The Aston Villa captain was once again left out of the England squad for their upcoming Nations League games against Iceland and Denmark.
Despite an impressive season for Villa, it appears that Grealish is currently behind Phil Foden and Mason Mount in Southgate's plans, while Leeds midfielder Kalvin Phillips also got a surprise call-up.
Dele Alli, James Maddison, and Ross Barkley were also not named in England's recent squad and they're all likely to provide additional competition for Grealish in the England setup.
In 2015, the Birmingham-born midfielder announced that he wanted to represent England at international level. However, Grealish represented the Republic of Ireland at U-17, U-18 and U-21s level too, qualifying through his Irish grandparents.
Since making that decision in 2015, the Villa man has played seven times for the England U-21s, scoring twice. However, Southgate has repeatedly left him out of the senior squad.
Speaking on talkSPORT, former Ireland striker Tony Cascarino shared his belief that that the attacker would be welcomed back by the Irish fans and management.
“I think Ireland would embrace a player of Jack Grealish’s quality. If he really doesn’t see himself getting a chance with England, then, of course, why not go and play international football for Ireland?
The former Chelsea striker added: "Ireland forgive nearly all things, they don’t question you for too long as long and you give the commitment and desire, the Irish fans would adore someone like Jack. We miss so much quality in the team and he would certainly give us that.”
Grealish's continued absence from the England squad comes at a time when FIFA is proposing changes to their eligibility rules for international football.
Under current FIFA rules, a player cannot change their international allegiance once they have played a competitive game for a particular country.

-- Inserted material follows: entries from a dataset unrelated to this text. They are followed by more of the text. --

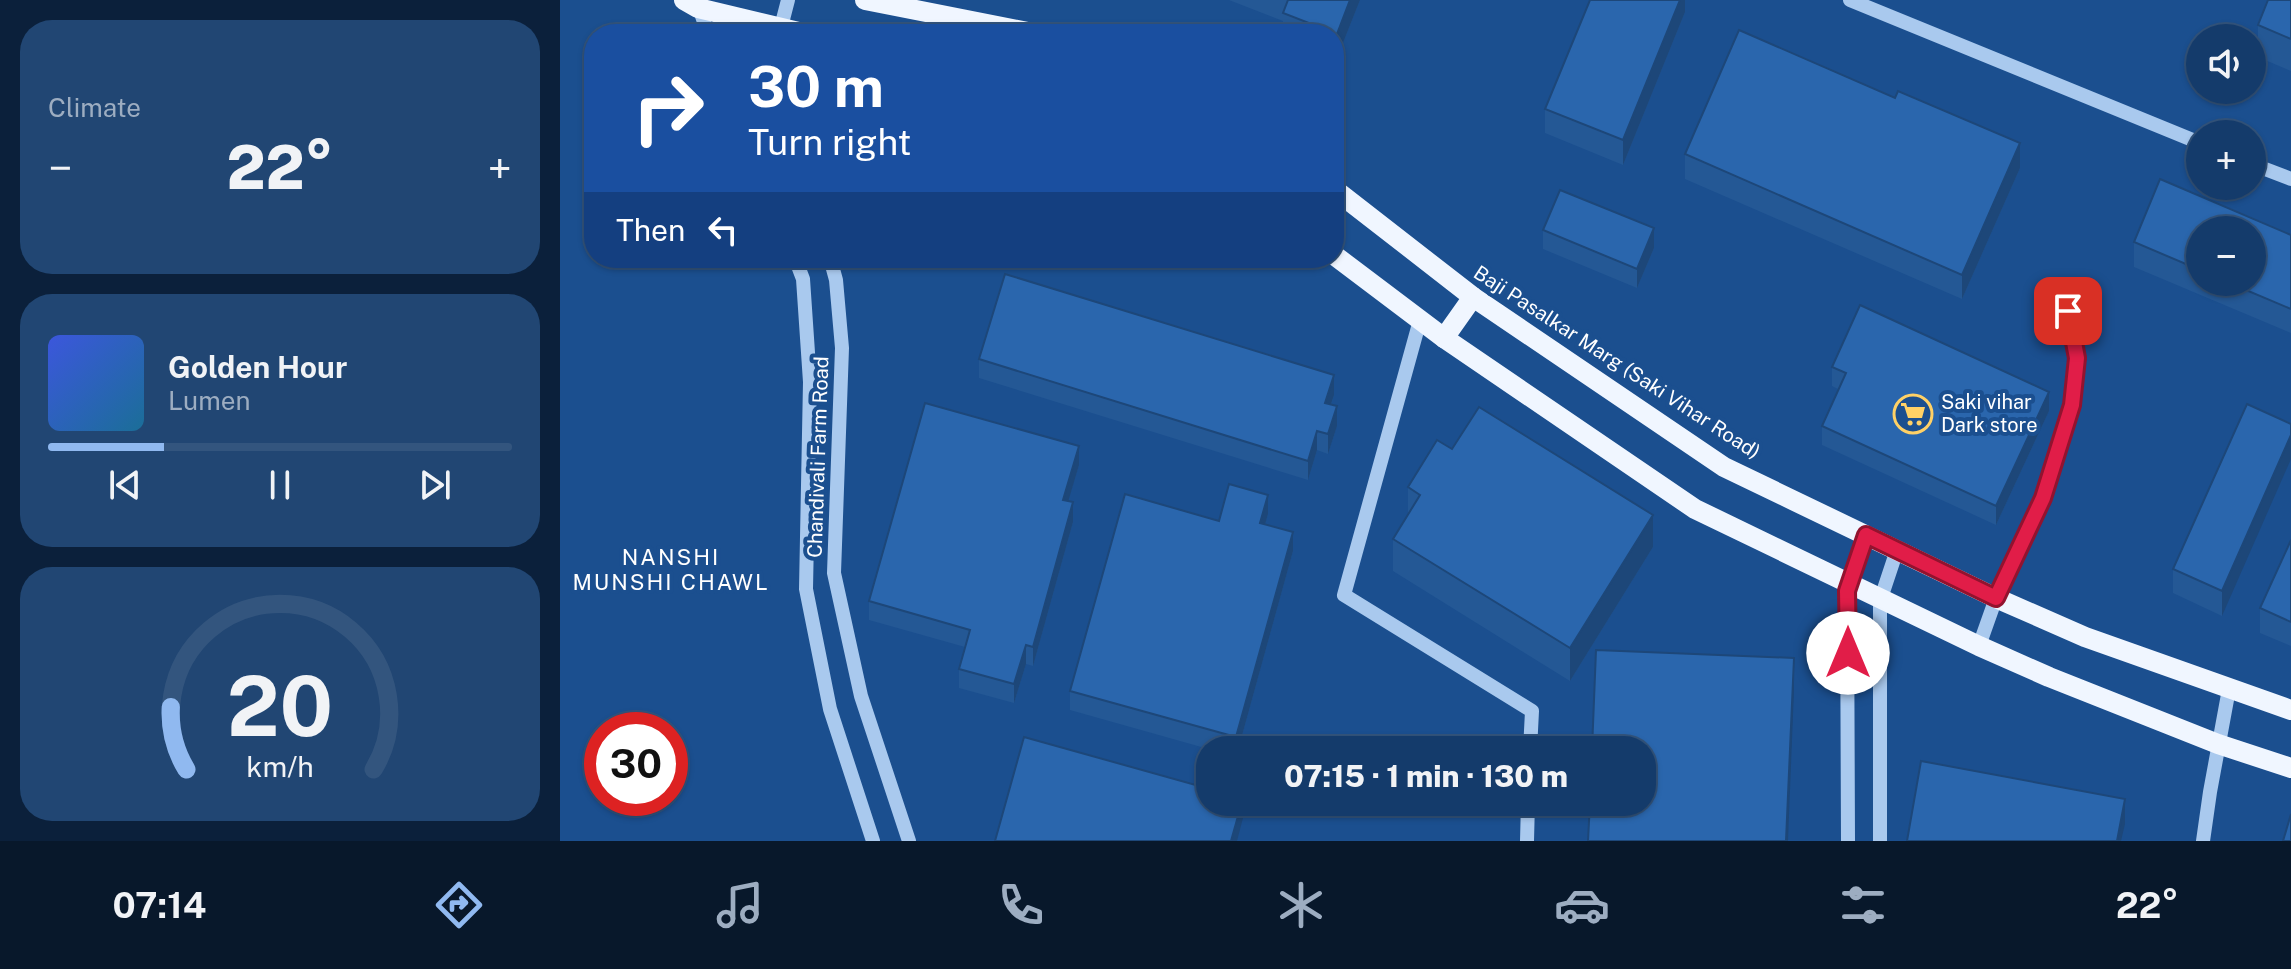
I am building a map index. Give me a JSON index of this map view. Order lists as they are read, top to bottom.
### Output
{
  "streets": {
    "main road": ["Baji Pasalkar Marg (Saki Vihar Road)"],
    "street": ["Chandivali Farm Road"]
  },
  "districts": ["NANSHI MUNSHI CHAWL"],
  "places": {
    "supermarket": ["Saki vihar Dark store"]
  },
  "page": {
    "tile": "Climate",
    "map_buttons": ["+", "−"],
    "turn": ["30 m", "Turn right"],
    "heat": ["−", "22°", "+"],
    "then": "Then",
    "song": ["Golden Hour", "Lumen"],
    "limit": "30",
    "trip": "07:15 · 1 min · 130 m",
    "tabs": ["07:14", "22°"],
    "gauge": ["20", "km/h"]
  }
}
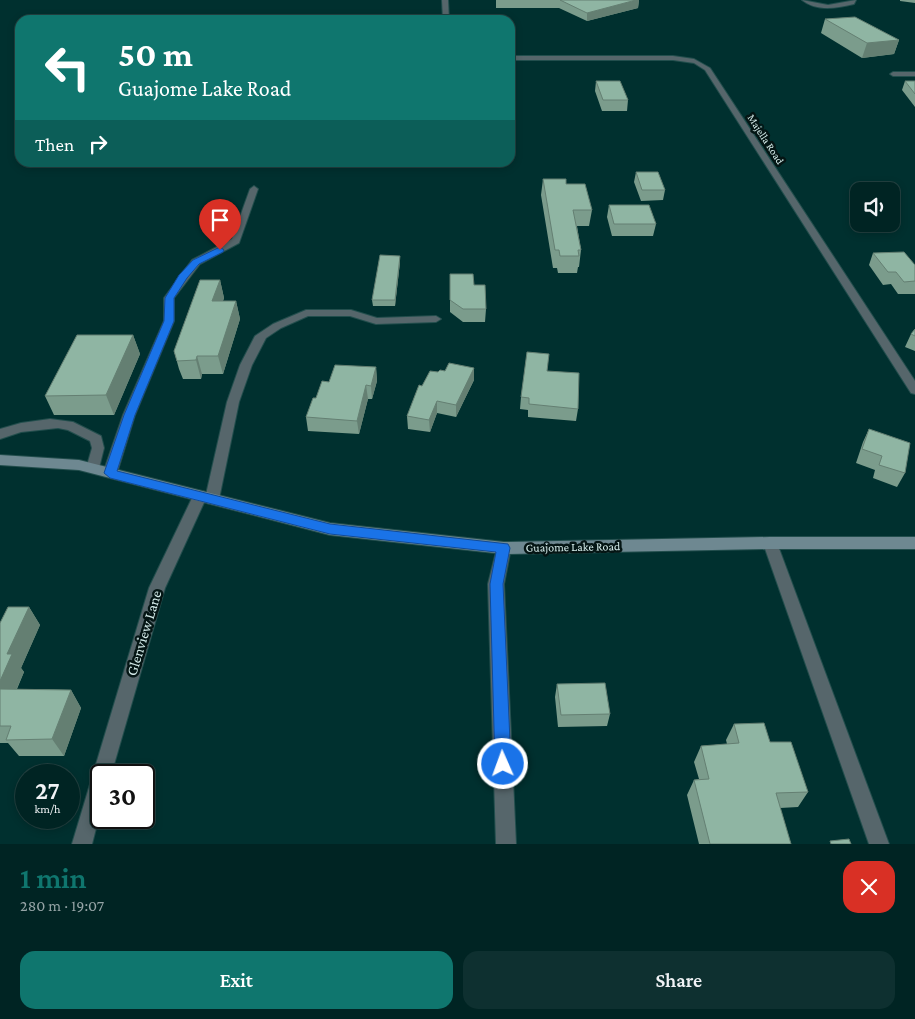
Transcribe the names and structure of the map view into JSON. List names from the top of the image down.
{
  "streets": {
    "street": ["Majella Road", "Guajome Lake Road", "Glenview Lane"]
  },
  "crossings": [
    ["Guajome Lake Road", "Glenview Lane"]
  ],
  "page": {
    "turn": ["50 m", "Guajome Lake Road"],
    "then": "Then",
    "speed": "27 km/h",
    "limit": "30",
    "heading": ["1 min", "280 m · 19:07"],
    "buttons": ["Exit", "Share"]
  }
}
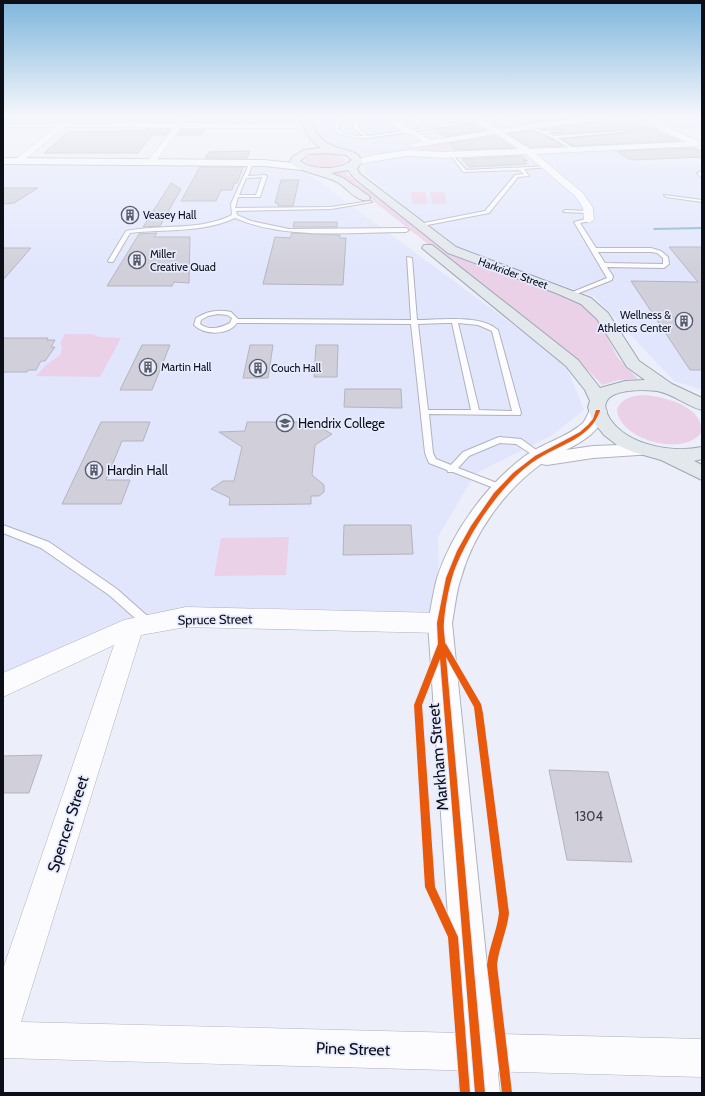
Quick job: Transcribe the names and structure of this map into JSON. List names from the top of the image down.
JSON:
{
  "streets": {
    "main road": ["Harkrider Street"],
    "street": [
      "Spruce Street",
      "Markham Street",
      "Spencer Street",
      "Pine Street"
    ]
  },
  "crossings": [
    ["Harkrider Street", "Markham Street"],
    ["Spruce Street", "Markham Street"],
    ["Spruce Street", "Spencer Street"],
    ["Markham Street", "Pine Street"]
  ],
  "places": {
    "building": [
      "Veasey Hall",
      "Miller Creative Quad",
      "Wellness & Athletics Center",
      "Martin Hall",
      "Couch Hall",
      "Hardin Hall"
    ],
    "school or university": ["Hendrix College"]
  },
  "house_numbers": ["1304"]
}
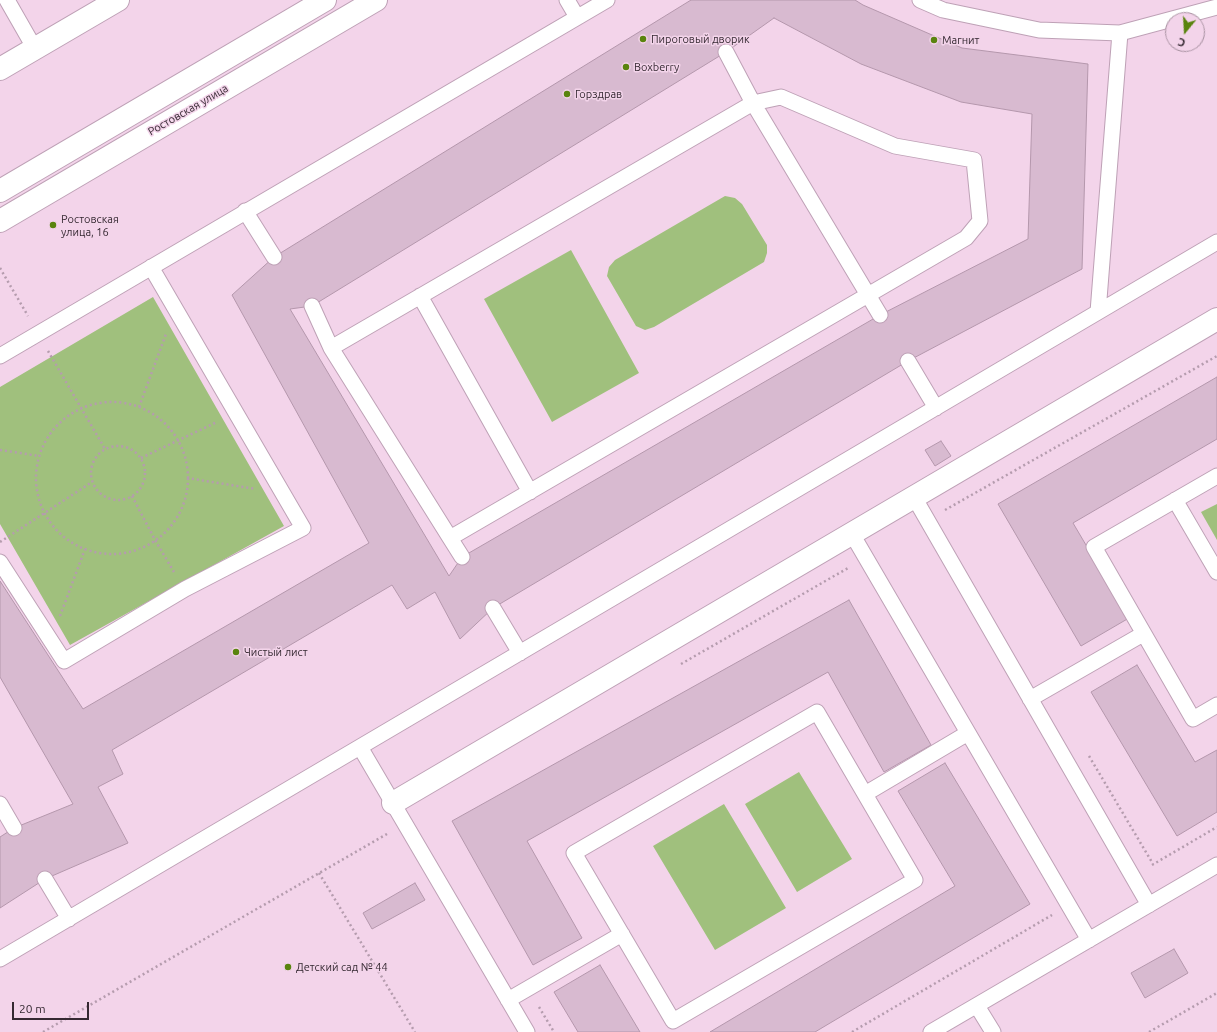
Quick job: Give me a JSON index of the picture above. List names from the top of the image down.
{
  "streets": {
    "street": ["Ростовская улица"]
  },
  "places": [
    "Пироговый дворик",
    "Магнит",
    "Boxberry",
    "Горздрав",
    "Ростовская улица, 16",
    "Чистый лист",
    "Детский сад № 44"
  ],
  "scale_bar": "20 m",
  "north": "bottom"
}
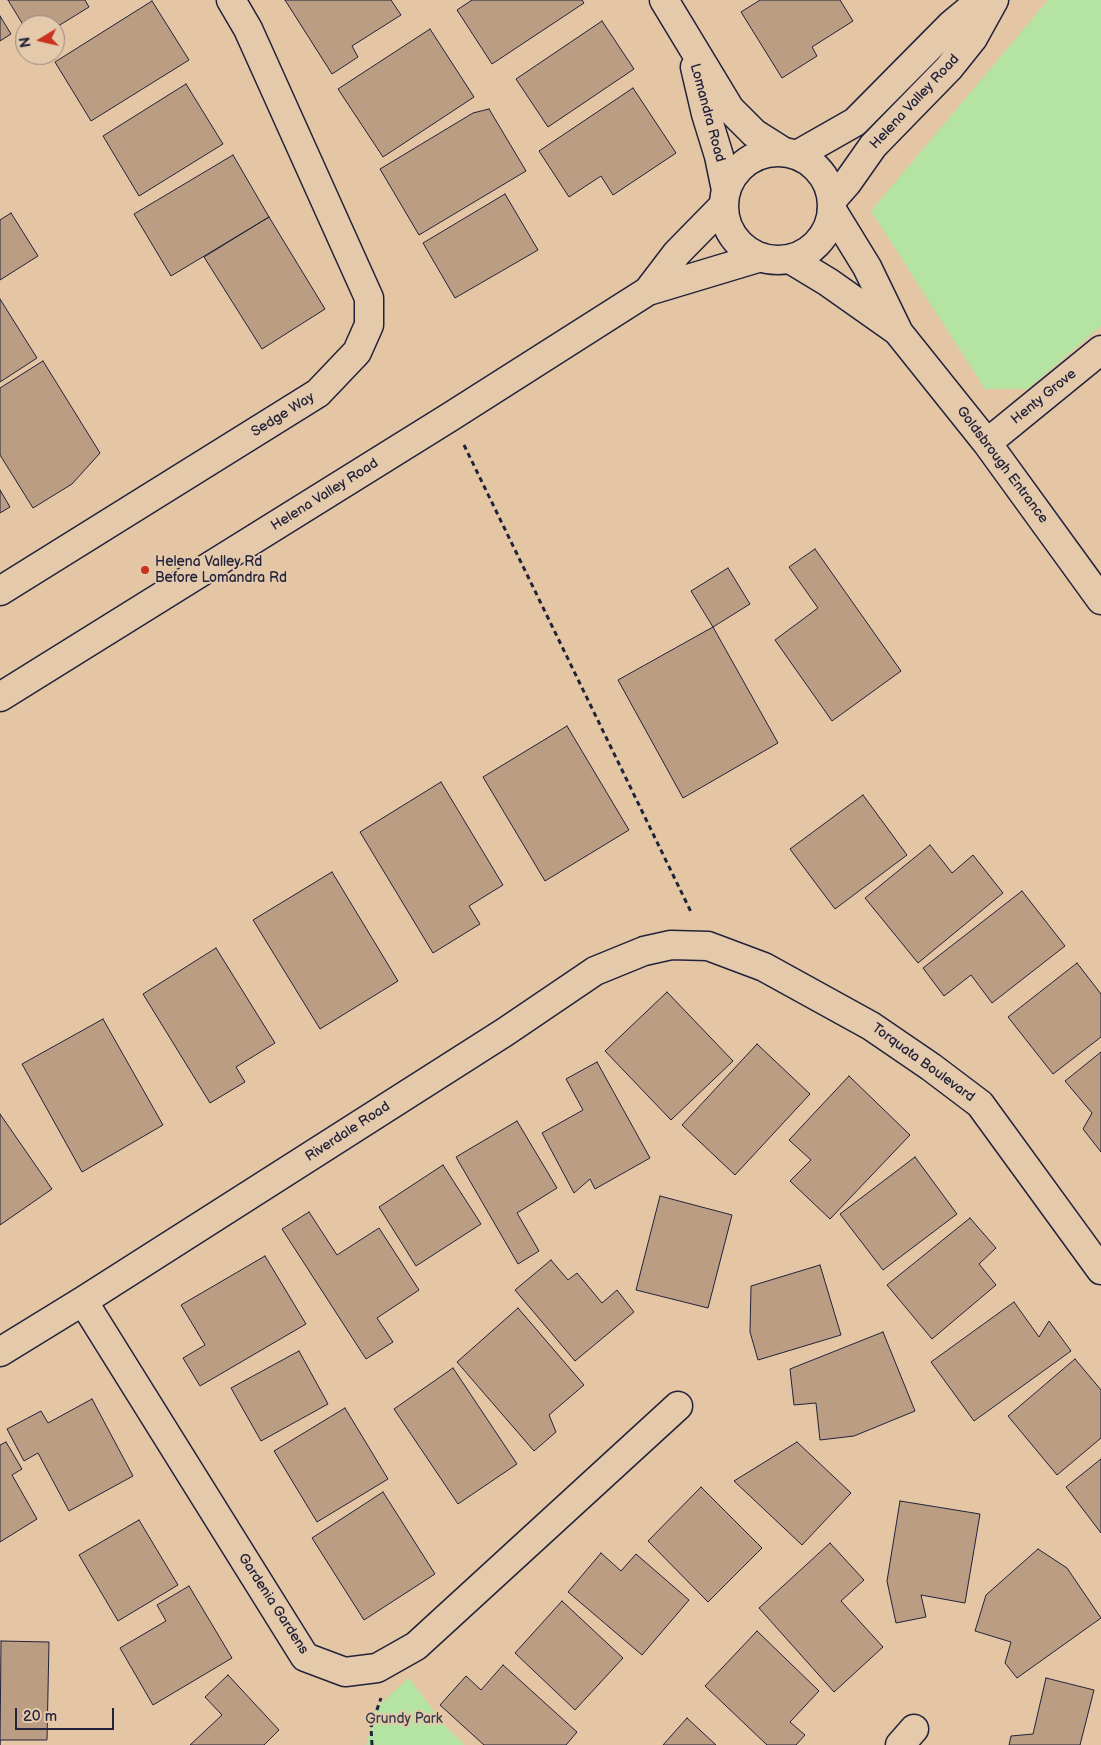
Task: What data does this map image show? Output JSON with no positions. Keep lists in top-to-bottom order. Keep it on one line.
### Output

However, the potential new changes would see a player become eligible to switch their allegiance if they had played no more than three games for their first national side before the age of 21 and at least three years before their requested move.
A vote on this ruling will take place at the 70th FIFA congress which will be held as an online event from Zurich on Friday, September 18.
As for the immediate future of the Irish team, the Stephen Kenny era gets underway with the UEFA Nations League matches against Bulgaria and Finland.